Work order:
The answer should consist of the records below, repeated exactly, and no pictures.

(Records excerpted from a collection)
[Start of Attachment]

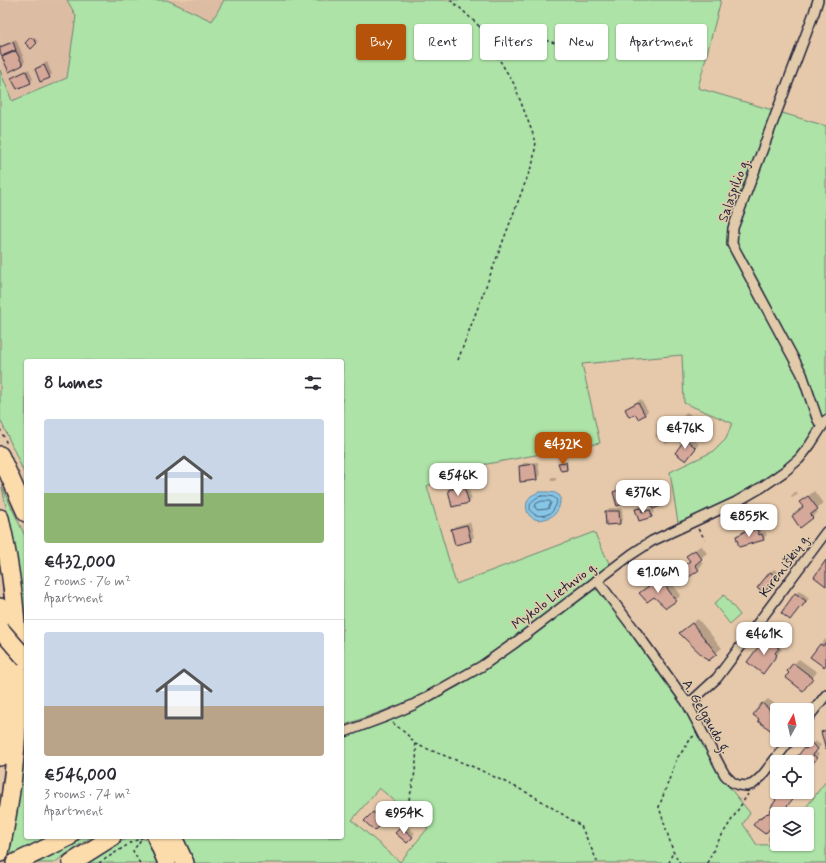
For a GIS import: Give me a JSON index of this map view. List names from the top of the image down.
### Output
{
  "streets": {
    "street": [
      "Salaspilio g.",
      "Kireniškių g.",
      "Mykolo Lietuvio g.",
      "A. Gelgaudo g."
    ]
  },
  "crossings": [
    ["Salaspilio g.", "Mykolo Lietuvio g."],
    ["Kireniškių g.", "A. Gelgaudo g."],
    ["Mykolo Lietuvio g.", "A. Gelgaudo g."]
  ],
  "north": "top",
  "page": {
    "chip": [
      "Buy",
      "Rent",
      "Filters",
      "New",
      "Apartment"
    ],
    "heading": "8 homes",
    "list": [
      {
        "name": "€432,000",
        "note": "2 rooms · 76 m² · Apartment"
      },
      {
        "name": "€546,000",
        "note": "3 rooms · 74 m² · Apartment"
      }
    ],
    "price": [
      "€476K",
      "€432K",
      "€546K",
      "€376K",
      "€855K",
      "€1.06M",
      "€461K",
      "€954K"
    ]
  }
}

[End of Attachment]

Solution to this exercise:
For a GIS import: Give me a JSON index of this map view. List names from the top of the image down.
### Output
{
  "streets": {
    "street": [
      "Salaspilio g.",
      "Kireniškių g.",
      "Mykolo Lietuvio g.",
      "A. Gelgaudo g."
    ]
  },
  "crossings": [
    ["Salaspilio g.", "Mykolo Lietuvio g."],
    ["Kireniškių g.", "A. Gelgaudo g."],
    ["Mykolo Lietuvio g.", "A. Gelgaudo g."]
  ],
  "north": "top",
  "page": {
    "chip": [
      "Buy",
      "Rent",
      "Filters",
      "New",
      "Apartment"
    ],
    "heading": "8 homes",
    "list": [
      {
        "name": "€432,000",
        "note": "2 rooms · 76 m² · Apartment"
      },
      {
        "name": "€546,000",
        "note": "3 rooms · 74 m² · Apartment"
      }
    ],
    "price": [
      "€476K",
      "€432K",
      "€546K",
      "€376K",
      "€855K",
      "€1.06M",
      "€461K",
      "€954K"
    ]
  }
}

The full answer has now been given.